# Action item
Print every line of the data word for word.

:: Material to process ::

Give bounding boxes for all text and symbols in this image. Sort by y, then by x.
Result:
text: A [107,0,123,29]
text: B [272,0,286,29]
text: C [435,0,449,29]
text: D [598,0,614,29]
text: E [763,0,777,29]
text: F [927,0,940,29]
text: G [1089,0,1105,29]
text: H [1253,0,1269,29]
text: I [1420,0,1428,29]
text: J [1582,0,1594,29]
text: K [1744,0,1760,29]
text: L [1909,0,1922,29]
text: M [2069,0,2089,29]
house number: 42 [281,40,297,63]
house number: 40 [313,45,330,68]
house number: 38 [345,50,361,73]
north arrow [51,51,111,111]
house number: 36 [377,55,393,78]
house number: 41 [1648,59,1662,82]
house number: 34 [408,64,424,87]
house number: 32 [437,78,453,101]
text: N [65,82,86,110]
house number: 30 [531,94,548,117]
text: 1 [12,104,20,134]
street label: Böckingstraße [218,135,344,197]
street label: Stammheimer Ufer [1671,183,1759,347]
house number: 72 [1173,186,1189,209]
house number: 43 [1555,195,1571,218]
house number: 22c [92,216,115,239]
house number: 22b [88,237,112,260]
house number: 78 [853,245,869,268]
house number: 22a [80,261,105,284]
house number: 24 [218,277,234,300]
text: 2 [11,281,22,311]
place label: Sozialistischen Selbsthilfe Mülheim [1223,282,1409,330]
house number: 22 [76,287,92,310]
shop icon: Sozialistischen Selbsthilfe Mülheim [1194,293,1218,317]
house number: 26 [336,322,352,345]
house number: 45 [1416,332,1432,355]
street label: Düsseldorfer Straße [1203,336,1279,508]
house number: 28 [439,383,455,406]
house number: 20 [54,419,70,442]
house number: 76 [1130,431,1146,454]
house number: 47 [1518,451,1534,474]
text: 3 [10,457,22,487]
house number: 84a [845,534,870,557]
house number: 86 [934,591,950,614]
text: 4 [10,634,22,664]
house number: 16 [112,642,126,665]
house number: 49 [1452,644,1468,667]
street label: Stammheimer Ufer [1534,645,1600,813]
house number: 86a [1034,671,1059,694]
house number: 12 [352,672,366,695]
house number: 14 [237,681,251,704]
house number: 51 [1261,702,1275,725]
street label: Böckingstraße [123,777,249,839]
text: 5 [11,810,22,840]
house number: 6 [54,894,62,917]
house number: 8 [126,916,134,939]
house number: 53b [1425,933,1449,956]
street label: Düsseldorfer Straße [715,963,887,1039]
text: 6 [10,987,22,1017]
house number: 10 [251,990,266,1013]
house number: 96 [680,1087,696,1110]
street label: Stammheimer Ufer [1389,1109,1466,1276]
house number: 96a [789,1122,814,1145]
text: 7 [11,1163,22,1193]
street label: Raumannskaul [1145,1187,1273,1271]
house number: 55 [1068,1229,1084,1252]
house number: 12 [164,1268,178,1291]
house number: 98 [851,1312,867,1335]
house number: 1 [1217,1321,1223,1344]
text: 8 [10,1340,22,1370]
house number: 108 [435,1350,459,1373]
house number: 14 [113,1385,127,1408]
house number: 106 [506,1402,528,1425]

:::

# Task answer
Give bounding boxes for all text and symbols in this image. Sort by y, then by x.
Result:
text: A [107,0,123,29]
text: B [272,0,286,29]
text: C [435,0,449,29]
text: D [598,0,614,29]
text: E [763,0,777,29]
text: F [927,0,940,29]
text: G [1089,0,1105,29]
text: H [1253,0,1269,29]
text: I [1420,0,1428,29]
text: J [1582,0,1594,29]
text: K [1744,0,1760,29]
text: L [1909,0,1922,29]
text: M [2069,0,2089,29]
house number: 42 [281,40,297,63]
house number: 40 [313,45,330,68]
house number: 38 [345,50,361,73]
north arrow [51,51,111,111]
house number: 36 [377,55,393,78]
house number: 41 [1648,59,1662,82]
house number: 34 [408,64,424,87]
house number: 32 [437,78,453,101]
text: N [65,82,86,110]
house number: 30 [531,94,548,117]
text: 1 [12,104,20,134]
street label: Böckingstraße [218,135,344,197]
street label: Stammheimer Ufer [1671,183,1759,347]
house number: 72 [1173,186,1189,209]
house number: 43 [1555,195,1571,218]
house number: 22c [92,216,115,239]
house number: 22b [88,237,112,260]
house number: 78 [853,245,869,268]
house number: 22a [80,261,105,284]
house number: 24 [218,277,234,300]
text: 2 [11,281,22,311]
place label: Sozialistischen Selbsthilfe Mülheim [1223,282,1409,330]
house number: 22 [76,287,92,310]
shop icon: Sozialistischen Selbsthilfe Mülheim [1194,293,1218,317]
house number: 26 [336,322,352,345]
house number: 45 [1416,332,1432,355]
street label: Düsseldorfer Straße [1203,336,1279,508]
house number: 28 [439,383,455,406]
house number: 20 [54,419,70,442]
house number: 76 [1130,431,1146,454]
house number: 47 [1518,451,1534,474]
text: 3 [10,457,22,487]
house number: 84a [845,534,870,557]
house number: 86 [934,591,950,614]
text: 4 [10,634,22,664]
house number: 16 [112,642,126,665]
house number: 49 [1452,644,1468,667]
street label: Stammheimer Ufer [1534,645,1600,813]
house number: 86a [1034,671,1059,694]
house number: 12 [352,672,366,695]
house number: 14 [237,681,251,704]
house number: 51 [1261,702,1275,725]
street label: Böckingstraße [123,777,249,839]
text: 5 [11,810,22,840]
house number: 6 [54,894,62,917]
house number: 8 [126,916,134,939]
house number: 53b [1425,933,1449,956]
street label: Düsseldorfer Straße [715,963,887,1039]
text: 6 [10,987,22,1017]
house number: 10 [251,990,266,1013]
house number: 96 [680,1087,696,1110]
street label: Stammheimer Ufer [1389,1109,1466,1276]
house number: 96a [789,1122,814,1145]
text: 7 [11,1163,22,1193]
street label: Raumannskaul [1145,1187,1273,1271]
house number: 55 [1068,1229,1084,1252]
house number: 12 [164,1268,178,1291]
house number: 98 [851,1312,867,1335]
house number: 1 [1217,1321,1223,1344]
text: 8 [10,1340,22,1370]
house number: 108 [435,1350,459,1373]
house number: 14 [113,1385,127,1408]
house number: 106 [506,1402,528,1425]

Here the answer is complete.